On appeal, a motion for new trial is reviewed for abuse of discretion. See Poppe v. Siefker, 274 Neb. 1, 735 N.W.2d 784 (2007). A motion for judgment notwithstanding the verdict is appropriate only when the facts are such that reasonable minds can draw but one conclusion. See Frank v. Lockwood, 275 Neb. 735, 749 N.W.2d 443 (2008). Furthermore, a civil jury verdict will not be disturbed on appeal unless clearly wrong. Christian v. Smith, 276 Neb. 867, 759 N.W.2d 447 (2008).
"A verdict may be set aside as excessive only where it is so clearly exorbitant as to indicate that it was the result of passion, prejudice, or mistake, or it is clear that the jury disregarded the evidence or controlling rules of law." Johnson v. Schrepf, 154 Neb. 317, 47 N.W.2d 853, 855 (1951) (syllabus of the court). It is well settled that "[t]he amount of damages to be awarded is a determination solely for the fact finder, and its action in this respect will not be disturbed on appeal if it is supported by evidence and bears a reasonable relationship to the elements of the damages proved." State ex rel. Stenberg v. Consumer's Choice Foods, 276 Neb. 481, 493, 755 N.W.2d 583, 593 (2008). Accord, Roth v. Wiese, 271 Neb. 750, 716 N.W.2d 419 (2006); Jones v. Meyer, 256 Neb. 947, 594 N.W.2d 610 (1999).
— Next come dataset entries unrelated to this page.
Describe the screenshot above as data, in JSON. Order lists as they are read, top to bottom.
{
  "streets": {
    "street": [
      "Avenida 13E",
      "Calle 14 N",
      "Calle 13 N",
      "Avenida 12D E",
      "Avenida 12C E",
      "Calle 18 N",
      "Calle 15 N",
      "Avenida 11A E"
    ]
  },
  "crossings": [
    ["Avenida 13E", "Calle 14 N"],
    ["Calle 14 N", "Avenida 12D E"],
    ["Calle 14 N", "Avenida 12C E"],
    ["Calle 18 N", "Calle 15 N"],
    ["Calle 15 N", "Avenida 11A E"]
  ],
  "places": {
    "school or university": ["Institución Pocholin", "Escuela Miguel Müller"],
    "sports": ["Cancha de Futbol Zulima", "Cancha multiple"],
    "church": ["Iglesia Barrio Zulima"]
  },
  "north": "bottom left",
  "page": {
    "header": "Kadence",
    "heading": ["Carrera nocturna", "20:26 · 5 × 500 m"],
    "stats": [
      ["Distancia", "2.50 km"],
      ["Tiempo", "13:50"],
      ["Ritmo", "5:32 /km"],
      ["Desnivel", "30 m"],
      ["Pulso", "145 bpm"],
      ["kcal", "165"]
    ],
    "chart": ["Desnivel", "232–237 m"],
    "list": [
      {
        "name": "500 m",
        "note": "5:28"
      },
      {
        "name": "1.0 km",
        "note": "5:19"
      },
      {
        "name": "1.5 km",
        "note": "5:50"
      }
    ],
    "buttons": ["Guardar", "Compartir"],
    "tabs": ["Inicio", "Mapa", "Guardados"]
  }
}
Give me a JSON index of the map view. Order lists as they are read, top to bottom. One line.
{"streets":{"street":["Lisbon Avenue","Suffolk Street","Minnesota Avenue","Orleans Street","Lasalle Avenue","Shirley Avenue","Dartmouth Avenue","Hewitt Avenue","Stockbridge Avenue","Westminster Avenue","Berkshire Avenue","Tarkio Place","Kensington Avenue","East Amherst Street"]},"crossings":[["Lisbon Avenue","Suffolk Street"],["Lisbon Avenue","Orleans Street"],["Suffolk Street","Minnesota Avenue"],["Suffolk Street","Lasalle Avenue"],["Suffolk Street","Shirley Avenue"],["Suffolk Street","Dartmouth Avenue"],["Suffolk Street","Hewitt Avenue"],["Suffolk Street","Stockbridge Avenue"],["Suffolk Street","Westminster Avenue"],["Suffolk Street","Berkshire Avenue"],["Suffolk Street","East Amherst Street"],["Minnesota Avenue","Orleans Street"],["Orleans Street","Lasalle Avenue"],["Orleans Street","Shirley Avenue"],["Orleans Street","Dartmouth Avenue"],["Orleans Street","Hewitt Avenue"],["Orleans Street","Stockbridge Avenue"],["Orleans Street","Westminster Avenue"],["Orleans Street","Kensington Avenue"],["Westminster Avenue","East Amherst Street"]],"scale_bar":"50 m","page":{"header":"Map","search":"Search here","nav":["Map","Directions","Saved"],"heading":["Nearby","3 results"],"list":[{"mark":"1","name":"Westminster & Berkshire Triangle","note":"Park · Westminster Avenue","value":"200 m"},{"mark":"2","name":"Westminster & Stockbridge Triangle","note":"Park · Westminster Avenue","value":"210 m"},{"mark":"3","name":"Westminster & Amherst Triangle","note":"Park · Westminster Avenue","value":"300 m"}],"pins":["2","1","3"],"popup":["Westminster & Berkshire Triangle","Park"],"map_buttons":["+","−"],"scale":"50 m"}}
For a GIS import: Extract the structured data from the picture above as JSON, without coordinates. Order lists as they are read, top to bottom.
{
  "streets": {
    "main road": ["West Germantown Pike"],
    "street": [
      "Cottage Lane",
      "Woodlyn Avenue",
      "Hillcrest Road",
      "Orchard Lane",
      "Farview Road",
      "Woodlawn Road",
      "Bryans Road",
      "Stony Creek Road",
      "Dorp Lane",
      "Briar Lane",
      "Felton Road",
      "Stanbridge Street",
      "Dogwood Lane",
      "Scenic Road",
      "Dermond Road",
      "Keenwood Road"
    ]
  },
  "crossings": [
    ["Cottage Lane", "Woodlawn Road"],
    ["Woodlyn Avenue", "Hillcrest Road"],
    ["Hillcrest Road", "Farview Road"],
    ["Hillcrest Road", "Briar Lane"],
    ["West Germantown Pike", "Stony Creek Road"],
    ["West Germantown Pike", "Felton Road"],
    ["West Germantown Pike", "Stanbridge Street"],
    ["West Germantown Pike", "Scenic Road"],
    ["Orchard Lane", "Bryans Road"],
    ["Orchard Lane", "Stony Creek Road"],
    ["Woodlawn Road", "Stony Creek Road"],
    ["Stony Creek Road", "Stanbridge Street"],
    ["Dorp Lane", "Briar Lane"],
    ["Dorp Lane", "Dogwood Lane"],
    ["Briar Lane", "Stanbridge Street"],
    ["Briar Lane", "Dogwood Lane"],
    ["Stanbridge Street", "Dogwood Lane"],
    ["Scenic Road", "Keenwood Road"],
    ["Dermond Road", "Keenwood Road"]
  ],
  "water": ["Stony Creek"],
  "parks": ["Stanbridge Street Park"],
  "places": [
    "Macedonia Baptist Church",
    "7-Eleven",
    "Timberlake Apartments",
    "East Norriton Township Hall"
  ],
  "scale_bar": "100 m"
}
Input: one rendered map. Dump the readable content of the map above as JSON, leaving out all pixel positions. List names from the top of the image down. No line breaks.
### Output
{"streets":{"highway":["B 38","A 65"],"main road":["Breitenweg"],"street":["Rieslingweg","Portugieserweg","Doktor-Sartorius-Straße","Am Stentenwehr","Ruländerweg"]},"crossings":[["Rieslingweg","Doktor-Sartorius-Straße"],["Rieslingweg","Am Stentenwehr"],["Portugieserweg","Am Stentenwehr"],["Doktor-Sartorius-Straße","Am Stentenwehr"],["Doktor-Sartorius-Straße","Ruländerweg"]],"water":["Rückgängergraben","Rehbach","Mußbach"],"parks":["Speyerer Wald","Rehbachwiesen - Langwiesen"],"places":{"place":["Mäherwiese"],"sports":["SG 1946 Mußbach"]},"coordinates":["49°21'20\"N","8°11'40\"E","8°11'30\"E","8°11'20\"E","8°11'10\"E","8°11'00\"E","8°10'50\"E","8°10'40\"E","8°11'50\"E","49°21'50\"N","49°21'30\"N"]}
The jury awarded Lacey $0 for lost wages and benefits and $60,000 for other compensatory damages. As evidence of compensatory damages, Lacey testified that she suffered significant stress, had difficulty sleeping, and cried often. She also lost a significant amount of weight during the time she was employed at the warehouse, dropping from a size 12 to a size 1 or 2. Her physician placed her on antidepressant medication for stress; she had never taken antidepressants before that time.
Drager's harassment of Lacey continued for months. It ranged in frequency from two to three times per week to every day. Such harassment took its toll, causing Lacey depression and severe weight loss. She has more than adequately proved her mental and physical distress. Accordingly, the jury's verdict of $60,000 was not so clearly exorbitant as to indicate that it was the result of passion, prejudice, mistake, or some means not apparent in the record, or that the jury disregarded the evidence or rules of law. The district court did not abuse its discretion in denying the State's motions for new trial and for judgment notwithstanding the verdict.CONCLUSION
The district court did not err in denying the State's motions for directed verdict, new trial, and judgment notwithstanding the verdict. We therefore affirm the judgment of the district court.
MILLER-LERMAN, J., participating on briefs.